Шрифт:
Интервал:
Закладка:
Тогда открыл Алексей Иосифович рот, показав зубы, изрядно пожевавшие уже русского хлеба и украинской колбасы… Сочетание золотых коронок впереди, хромированных зубных мостов по бокам и светло-кофейной кости в промежутке… Сюда, за службу верой и правдой народу-хозяину, как он считал, награждается хороший еврей едой и питьем и воздухом для дыхания… Не на грудь главная награда, а в рот, между зубов…
– Ха-ха-ха, – четко и раздельно, без еврейского шепоточка, произнес Иволгин.
И сказал ему Антихрист молча, в себе, через пророка Исайю:
– Над кем вы глумитесь? Против кого расширяете рот, высовываете язык? Не дети ли вы преступления, семя лжи?
Однако еврейская мировая скорбь, смешившая Вольтера и рассмешившая Иволгина, была не только в глазах Антихриста, она была и в глазах самого Иволгина, правда, в своем наиболее падшем и ничтожном виде…
Ведь все ничтожное есть великое, бесконечно униженное… Унизьте до крайности великую мировую скорбь, и она превратится в обычный трусливый страх. Что бы ни делал Алексей Иосифович, глаза его постоянно, помимо воли твердили одно: боюсь, боюсь…
– Авраам, не бойся, – сказал Господь Зачинателю.
Это было одно из основных положений Договора Господа с Аврамом и превращения Аврама в Авраама, превращения вавилонского странника в Зачинателя Господнего народа… Но те, кто размножились в Египте возле мясных котлов рабства, начали забывать Господа, расторгнув первым делом именно этот с ним Договор.
– Бояться, бояться надо, – говорят они и по сей день, – заяц всю жизнь боится и жив…

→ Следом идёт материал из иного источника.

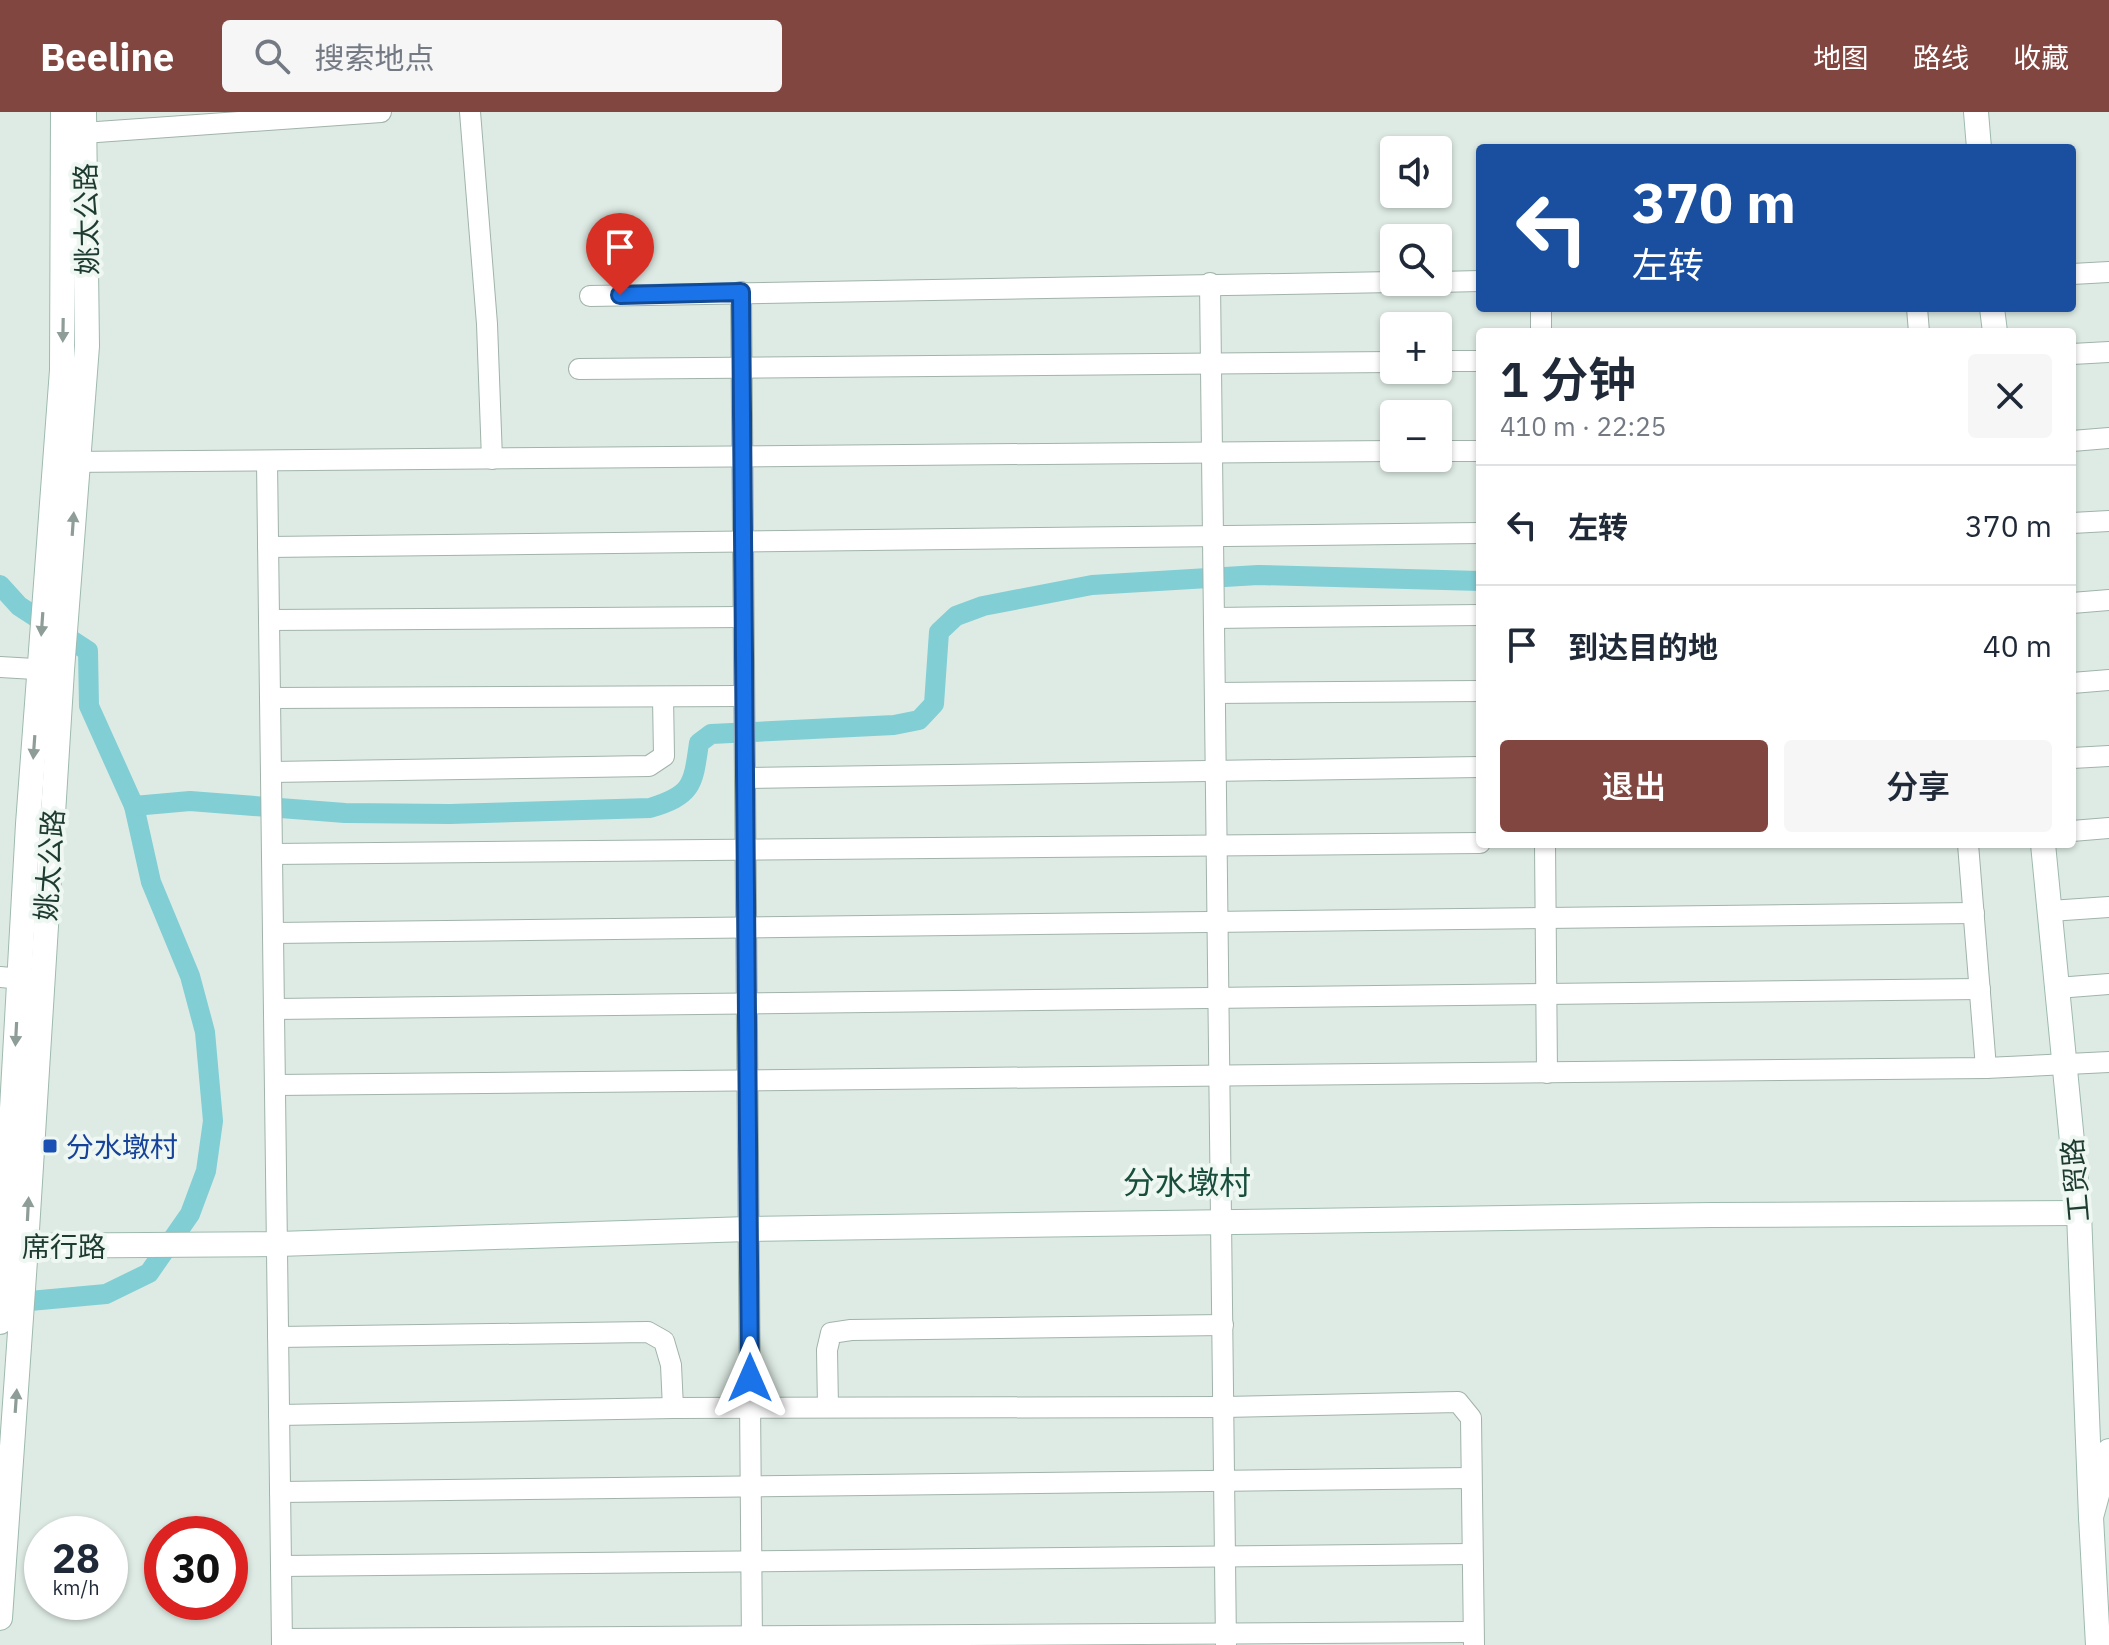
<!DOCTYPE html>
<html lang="zh">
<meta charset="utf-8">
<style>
body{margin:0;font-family:"IBM Plex Sans","Noto Sans SC",sans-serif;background:#f6f6f7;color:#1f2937;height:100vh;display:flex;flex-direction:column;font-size:30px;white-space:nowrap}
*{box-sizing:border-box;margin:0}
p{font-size:26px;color:#747a83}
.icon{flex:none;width:44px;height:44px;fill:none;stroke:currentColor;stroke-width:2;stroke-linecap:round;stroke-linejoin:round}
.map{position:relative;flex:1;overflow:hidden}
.drawer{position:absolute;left:1476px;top:216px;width:600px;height:520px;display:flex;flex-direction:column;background:#fff;border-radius:8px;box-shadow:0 2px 6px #0004}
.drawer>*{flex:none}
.banner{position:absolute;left:1476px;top:32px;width:600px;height:168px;border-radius:8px;box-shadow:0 2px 6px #0004;background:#1a4fa0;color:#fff;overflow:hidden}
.buttons{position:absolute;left:1380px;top:24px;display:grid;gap:16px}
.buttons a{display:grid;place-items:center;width:72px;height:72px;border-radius:8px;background:#fff;box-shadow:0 2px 6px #0004;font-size:40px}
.speed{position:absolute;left:24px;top:1404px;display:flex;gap:16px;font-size:40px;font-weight:700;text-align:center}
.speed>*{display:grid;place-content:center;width:104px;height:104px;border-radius:50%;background:#fff;box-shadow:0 2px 6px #0004;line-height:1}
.speed small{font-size:20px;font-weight:400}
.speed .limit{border:12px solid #d22;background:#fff;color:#111}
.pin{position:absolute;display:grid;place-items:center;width:68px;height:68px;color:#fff;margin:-82px -34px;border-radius:50% 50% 50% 0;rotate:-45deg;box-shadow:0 0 8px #0007}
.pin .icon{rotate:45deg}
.me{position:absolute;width:88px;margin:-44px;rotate:0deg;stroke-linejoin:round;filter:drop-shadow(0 0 6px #0008)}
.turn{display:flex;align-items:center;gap:28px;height:168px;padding:0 24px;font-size:36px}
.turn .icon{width:104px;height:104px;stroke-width:2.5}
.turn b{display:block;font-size:56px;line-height:68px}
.round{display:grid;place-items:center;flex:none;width:84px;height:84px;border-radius:8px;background:#f6f6f7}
.summary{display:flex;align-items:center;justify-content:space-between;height:136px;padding:0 24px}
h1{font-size:48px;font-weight:600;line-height:60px}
.cta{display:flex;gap:16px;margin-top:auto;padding:16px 24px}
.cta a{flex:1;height:92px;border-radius:8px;background:#824640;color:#fff;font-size:32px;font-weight:600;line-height:92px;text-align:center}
.cta a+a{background:#f6f6f7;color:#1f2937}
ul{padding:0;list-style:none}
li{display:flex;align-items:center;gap:24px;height:120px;padding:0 24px;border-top:2px solid #e0e1e3}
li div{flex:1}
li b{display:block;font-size:30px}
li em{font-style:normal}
header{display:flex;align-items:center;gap:48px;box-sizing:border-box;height:112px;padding:0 40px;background:#824640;color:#fff}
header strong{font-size:38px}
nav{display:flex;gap:44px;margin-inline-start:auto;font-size:28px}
.search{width:560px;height:72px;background:#f6f6f7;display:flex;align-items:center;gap:20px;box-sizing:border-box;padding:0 28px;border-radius:8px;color:#747a83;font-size:30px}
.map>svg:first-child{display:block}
</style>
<header>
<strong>Beeline</strong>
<div class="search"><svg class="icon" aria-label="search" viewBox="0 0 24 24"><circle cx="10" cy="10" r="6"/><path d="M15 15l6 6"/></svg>搜索地点</div>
<nav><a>地图</a><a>路线</a><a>收藏</a></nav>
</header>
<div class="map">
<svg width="2109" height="1533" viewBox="0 0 2109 1533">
<rect width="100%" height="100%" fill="#deebe4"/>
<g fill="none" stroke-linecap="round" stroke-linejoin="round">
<!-- canal -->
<g stroke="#81ced5" stroke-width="20">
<polyline points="0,473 19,494 88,539 89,594 134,694 151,770 190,864 205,920 213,1009 206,1059 190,1102 149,1161 106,1182 8,1191"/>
<path d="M134 694 190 689 345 701 450 702 650 696C693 683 693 673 699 631L711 622 894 613 919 608 934 592 939 520 956 504 983 494 1092 473 1258 463 1480 469"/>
</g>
<!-- street casing -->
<g stroke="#a1b3ab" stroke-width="22">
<g id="street">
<polyline points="470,0 487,212 492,347"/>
<polyline points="69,22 381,0"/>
<polyline points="2072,162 2109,160"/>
<polyline points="1438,170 1480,169"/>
<polyline points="1210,171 1226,1533"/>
<polyline points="741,180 752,1533"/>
<polyline points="590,184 1394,170"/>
<polyline points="1541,196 1541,220"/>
<polyline points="1917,196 1919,220"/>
<polyline points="2072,242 2109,240"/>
<polyline points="1438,249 1480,249"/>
<polyline points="579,257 1394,250"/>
<polyline points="2072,329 2109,326"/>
<polyline points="1438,339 1480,339"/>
<polyline points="267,349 282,1533"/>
<polyline points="64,350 1394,339"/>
<polyline points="2072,411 2109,409"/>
<polyline points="268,435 1480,421"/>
<polyline points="2072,491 2109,488"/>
<polyline points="1214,506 1480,503"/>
<polyline points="269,508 743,505"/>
<polyline points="0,555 52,558"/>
<polyline points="2072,571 2109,568"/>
<polyline points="1215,581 1480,579"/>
<polyline points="270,586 744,584"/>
<polyline points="2072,646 2109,644"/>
<polyline points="271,660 649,654 664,644 663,585"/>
<polyline points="745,666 1480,655"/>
<polyline points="2072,719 2109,716"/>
<polyline points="1545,732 1547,961"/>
<polyline points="1968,732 1986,956"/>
<polyline points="272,742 1480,731"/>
<polyline points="2050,799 2109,795"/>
<polyline points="273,821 1974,801"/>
<polyline points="0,865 34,868"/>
<polyline points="2057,876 2109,872"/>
<polyline points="274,897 1980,877"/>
<polyline points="275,973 1986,956 2109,950"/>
<polyline points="278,1225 648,1220 664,1229 671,1253 673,1296"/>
<polyline points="828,1295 827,1238 831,1221 851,1218 1223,1213"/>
<polyline points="279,1303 673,1296 1224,1295 1458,1290 1471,1306 1474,1533"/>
<polyline points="280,1380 1471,1366"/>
<polyline points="281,1454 1472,1442"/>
<polyline points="282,1527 1473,1520"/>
</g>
</g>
<!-- secondary casing -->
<g stroke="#9ebaae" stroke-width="26">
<g id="secondary">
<polyline points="1976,0 1979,36"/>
<polyline points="1992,196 1995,220"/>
<polyline points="2043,732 2079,1101 2091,1405"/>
<polyline points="0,1134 278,1132 748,1117 1712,1103 2079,1101"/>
<polyline points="0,1210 28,712 62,258 63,0"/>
<polyline points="0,1506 26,1134 62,558 87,234 84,0"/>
<polyline points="2098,1533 2091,1405 2109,1339"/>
</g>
</g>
<!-- street -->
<use href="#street" stroke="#fff" stroke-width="20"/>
<!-- secondary -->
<use href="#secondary" stroke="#fff" stroke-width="24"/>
</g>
<!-- one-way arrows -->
<defs><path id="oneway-solid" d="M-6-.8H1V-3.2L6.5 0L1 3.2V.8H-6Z" transform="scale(2)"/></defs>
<g fill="#8e9d98">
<use href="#oneway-solid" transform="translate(63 218) rotate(91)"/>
<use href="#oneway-solid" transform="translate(73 412) rotate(-86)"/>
<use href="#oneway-solid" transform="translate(42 512) rotate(94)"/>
<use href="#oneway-solid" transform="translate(34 635) rotate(94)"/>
<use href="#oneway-solid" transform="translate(16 922) rotate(93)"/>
<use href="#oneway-solid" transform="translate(28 1097) rotate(-87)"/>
<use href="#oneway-solid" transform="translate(16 1289) rotate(-86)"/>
</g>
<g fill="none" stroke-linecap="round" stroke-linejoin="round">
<!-- route casing -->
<g stroke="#114b97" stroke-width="20">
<polyline id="route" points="620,183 741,180 750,1266"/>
</g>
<!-- route -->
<use href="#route" stroke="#1a73e8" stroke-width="14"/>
</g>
<!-- markers -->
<rect fill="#1a4fb4" stroke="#eef7f2" stroke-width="3" x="42" y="1026" width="16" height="16" rx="4"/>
<g text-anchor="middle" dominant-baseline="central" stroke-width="8" stroke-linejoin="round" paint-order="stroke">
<!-- street labels -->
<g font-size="28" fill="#1e3b31" stroke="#eef7f2">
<text transform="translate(86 107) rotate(-91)">姚太公路</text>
<text transform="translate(49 753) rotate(-86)">姚太公路</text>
<text transform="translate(2075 1068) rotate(-95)">工贸路</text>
<text x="64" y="1134">席行路</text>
</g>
<!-- transit labels -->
<g font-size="28" fill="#164399" stroke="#eef7f2" text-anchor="start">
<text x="66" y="1034">分水墩村</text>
</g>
<!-- quarter labels -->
<g font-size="32" fill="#194e3d" stroke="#eef7f2">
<text x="1187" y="1070">分水墩村</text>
</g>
</g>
</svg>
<div class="buttons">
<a><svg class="icon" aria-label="sound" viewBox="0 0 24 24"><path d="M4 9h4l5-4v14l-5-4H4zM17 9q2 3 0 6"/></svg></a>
<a><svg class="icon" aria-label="search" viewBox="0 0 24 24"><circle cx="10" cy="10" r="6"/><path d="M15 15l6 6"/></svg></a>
<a>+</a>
<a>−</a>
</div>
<div class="speed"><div>28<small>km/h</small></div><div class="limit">30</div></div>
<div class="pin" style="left:620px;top:183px;background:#d93025"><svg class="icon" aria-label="arrive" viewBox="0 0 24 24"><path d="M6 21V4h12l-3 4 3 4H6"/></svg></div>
<svg class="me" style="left:750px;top:1266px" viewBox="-20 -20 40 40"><path d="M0-17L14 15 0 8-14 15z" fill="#1a73e8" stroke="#fff" stroke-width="4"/></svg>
<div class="banner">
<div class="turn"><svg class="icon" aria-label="left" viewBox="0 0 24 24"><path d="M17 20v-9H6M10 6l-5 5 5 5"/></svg><div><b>370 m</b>左转</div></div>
</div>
<section class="drawer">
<div class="summary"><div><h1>1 分钟</h1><p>410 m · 22:25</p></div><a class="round"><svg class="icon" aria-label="close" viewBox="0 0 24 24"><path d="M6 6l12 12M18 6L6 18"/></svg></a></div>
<ul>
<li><svg class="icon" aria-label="left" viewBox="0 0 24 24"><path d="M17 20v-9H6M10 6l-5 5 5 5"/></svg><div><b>左转</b></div><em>370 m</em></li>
<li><svg class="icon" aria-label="arrive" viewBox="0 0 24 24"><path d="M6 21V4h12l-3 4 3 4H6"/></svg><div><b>到达目的地</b></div><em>40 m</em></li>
</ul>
<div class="cta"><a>退出</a><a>分享</a></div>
</section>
</div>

Так поучают они младших родственников своих после хорошей чарочки вишневой наливки. И в философском трактате за ворохом блестящих мыслей вдруг слышится:
– Боюсь, боюсь…
И в рассуждениях ученого выкреста «Боюсь, боюсь». И в умелой, талантливой церковно-березовой лирике поэта, мечтающего, чтоб за дорогими сердцу «молебнами», сладкими слуху «облетающими осенними садами» и живописно изображенным рождественским снегом русский читатель забыл или хотя бы простил ему еврейское происхождение… Так расторгли они Договор с Господом…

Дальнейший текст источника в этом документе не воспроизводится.